Die Verteidiger des Mediziners, Rechtsanwalt Dr. Klaus Hochstetter und Rechtsanwalt Philip Külb, kündigten dabei nicht nur ein umfassendes Geständnis ihres Mandanten an, sondern erklärten auch, dass dieser in der Lage und willens sei, die Steuerschuld zurückzubezahlen. Vorausgesetzt, dass ihm eine Strafaussetzung zur Bewährung ermöglicht werde.

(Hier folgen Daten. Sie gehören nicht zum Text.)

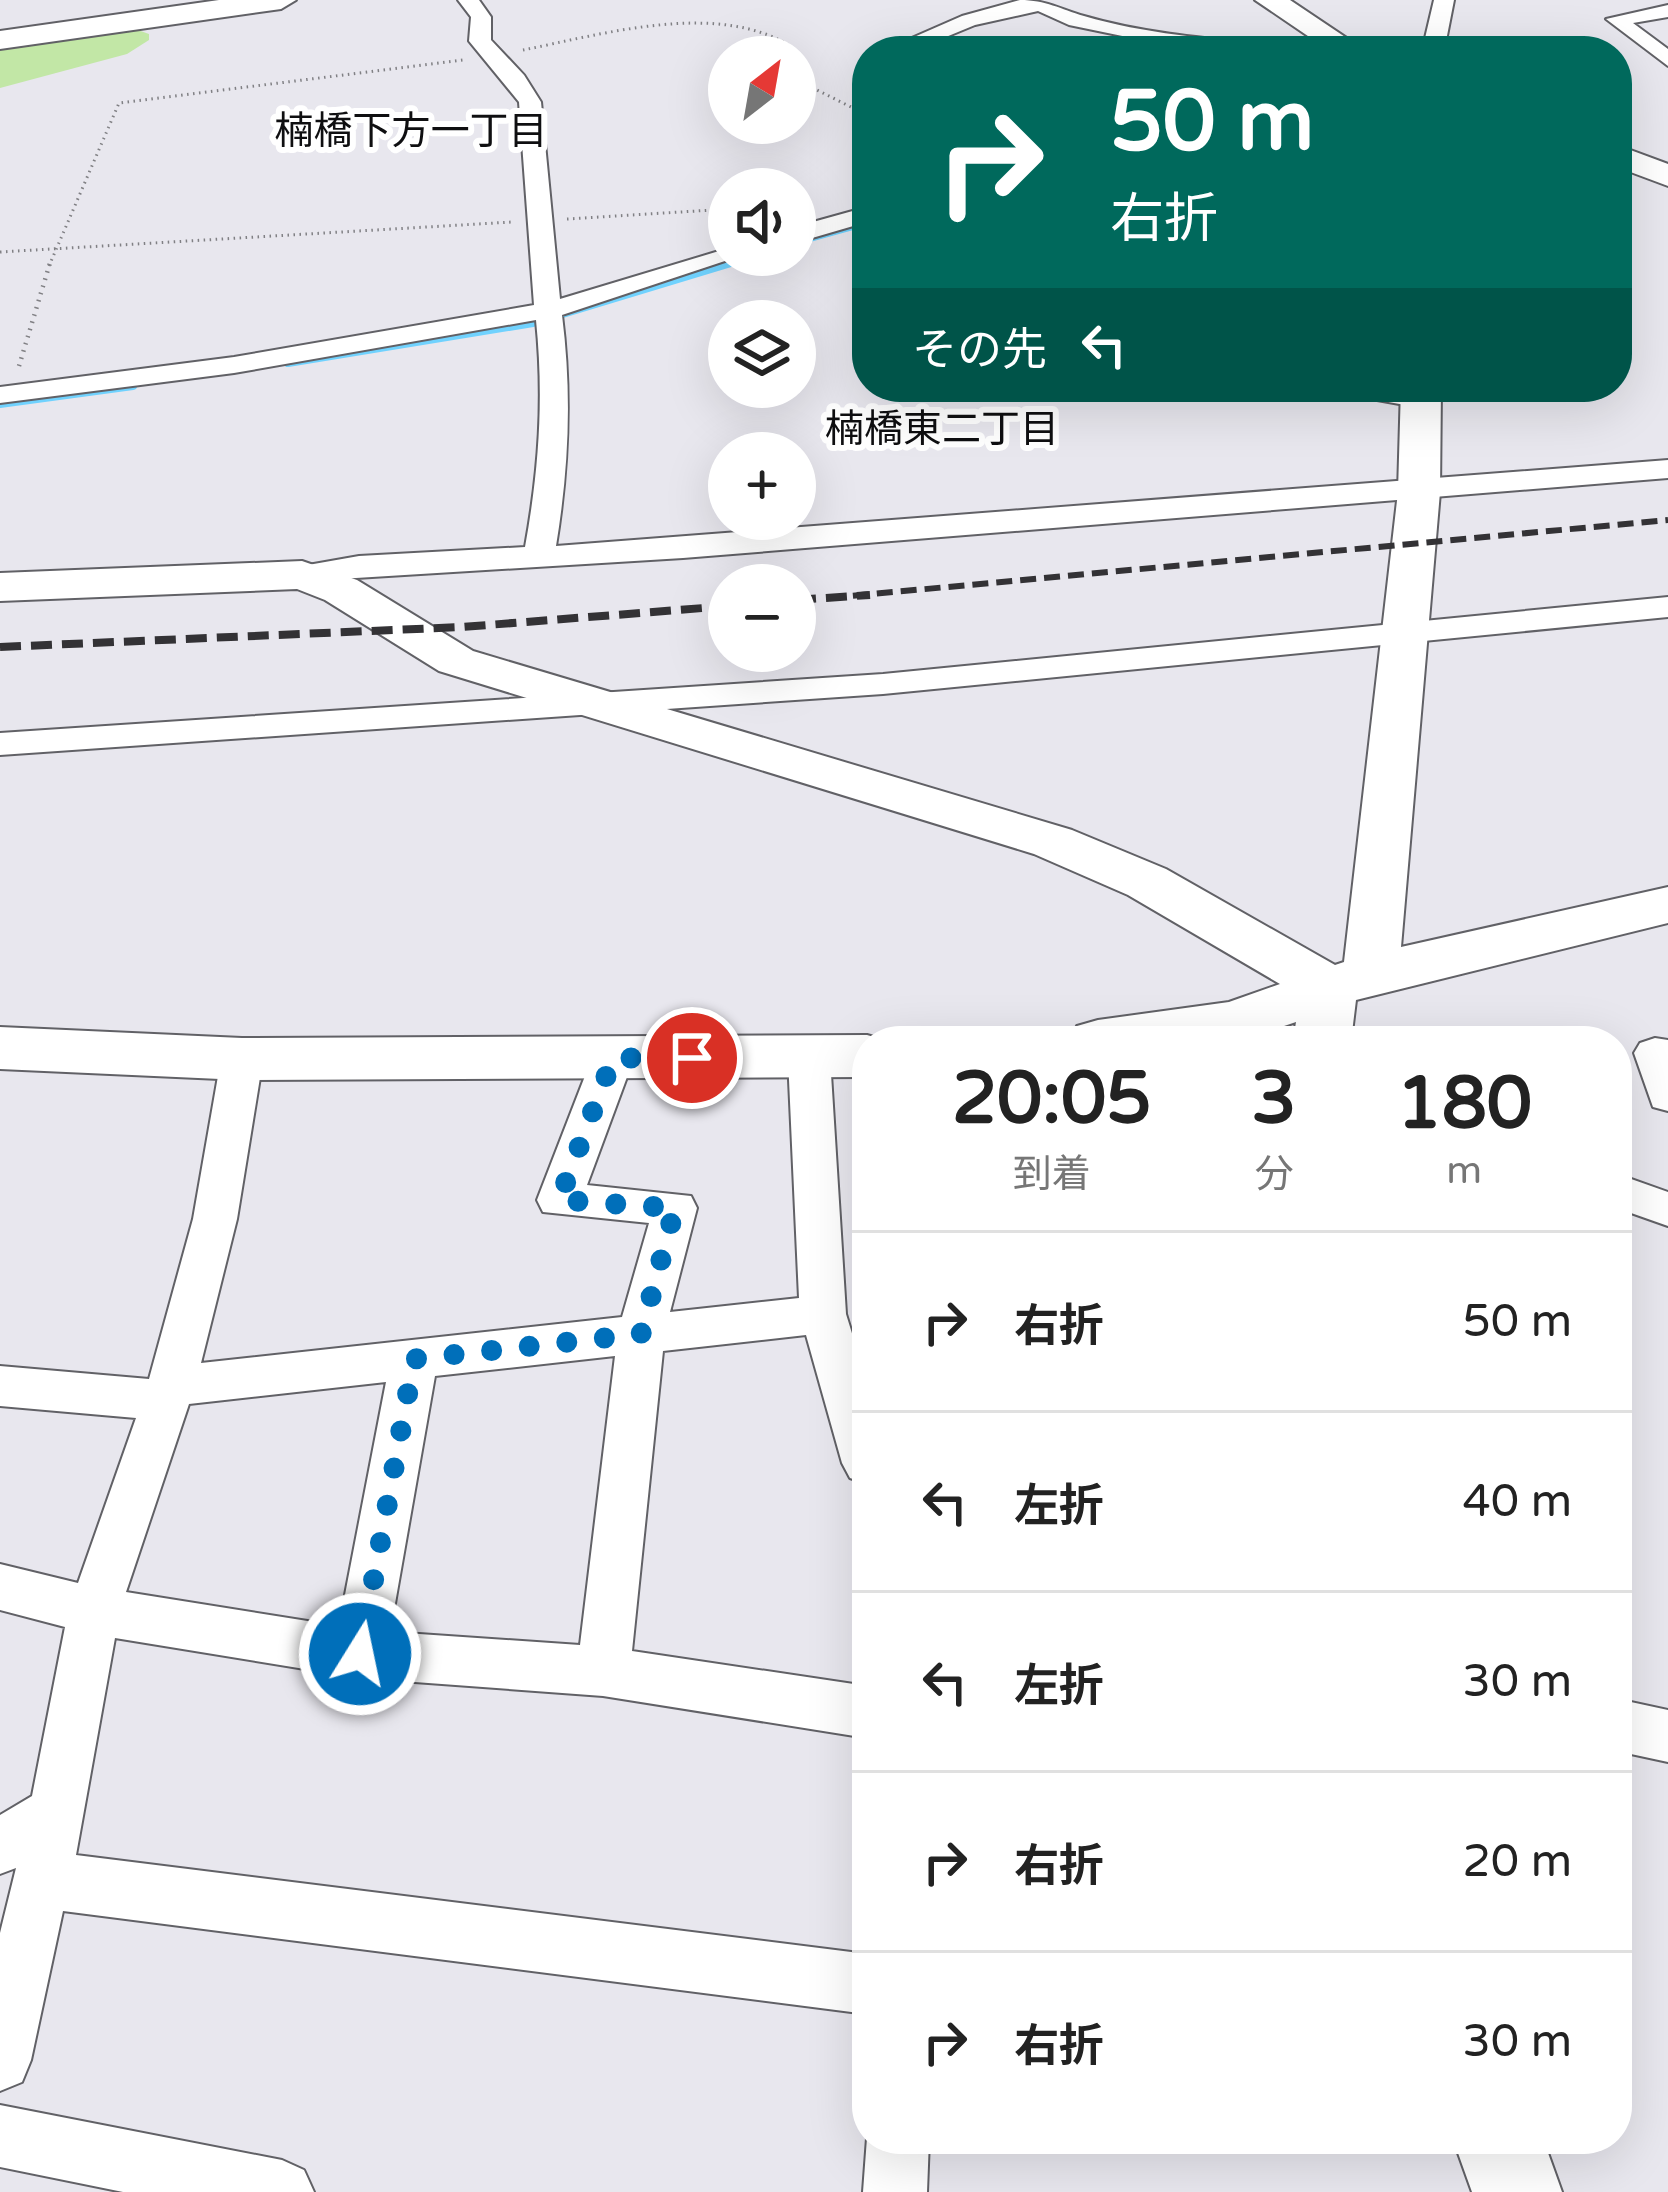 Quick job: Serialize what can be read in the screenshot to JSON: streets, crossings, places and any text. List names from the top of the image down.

Als der Angeklagte bei seinem Geständnis allerdings den Eindruck erwecken wollte, er habe die Machenschaften des Finanzberaters, der ihm eine weitere verdeckte Geschäftstätigkeit ermöglichen sollte, nicht durchschaut, wies ihn die Richterin zurecht: „Es mag sein, dass sie dieses Konstrukt nicht zur Gänze verstanden haben. Dass es illegal war, das wussten sie aber auf alle Fälle!“
Risikofreudiger
Abenteurer
Die frühere Lebensgefährtin beschrieb den Angeklagten als einen risikofreudigen Abenteurer, der sehr wohl gewusst haben musste, auf welche Machenschaften er sich unter der Anleitung des flüchtigen Finanzberaters eingelassen hatte. Gemäß der allseitig getroffenen Verständigung beantragte die Staatsanwaltschaft eine Gefängnisstrafe von zwei Jahren, die man – unter der Voraussetzung der angekündigten Rückzahlung – auf vier Jahre zur Bewährung aussetzen könne. Verteidiger Philip Külb verwahrte sich zunächst gegen „die Unterstellung“ der Staatsanwaltschaft, sein Mandant hätte im Januar versucht zu flüchten und habe deshalb festgenommen werden müssen. Vielmehr sei er beruflich unterwegs gewesen und habe dies – angesichts der Haftandrohung – seinem damaligen Rechtsanwalt mitgeteilt. Dieser habe es jedoch versäumt, das der Staatsanwaltschaft mitzuteilen. Sein Mandant sei bislang völlig unbescholten gewesen. Er stellte das Urteil ins Ermessen des Schöffengerichtes. Rechtsanwalt Dr. Höchstetter verwies noch einmal auf die Bereitschaft des Mandanten, mit monatlicher Rückzahlung von mindestens 4000 Euro den entstandenen Schaden wiedergutzumachen. Das Gericht hielt eine Strafe von zwei Jahren Haft für angemessen, die man „gerade noch“ zur Bewährung aussetzen könne. „Selbst wenn sie bei der Festnahme nicht auf der Flucht gewesen waren, so haben sie sich zumindest sehr ungeschickt verhalten“, so die Richterin. Nur weil der Angeklagte bereits über fünf Monate in Untersuchungshaft gewesen sei und eine glaubhafte Wiedergutmachung angekündigt wurde, sei eine Haftverschonung möglich gewesen.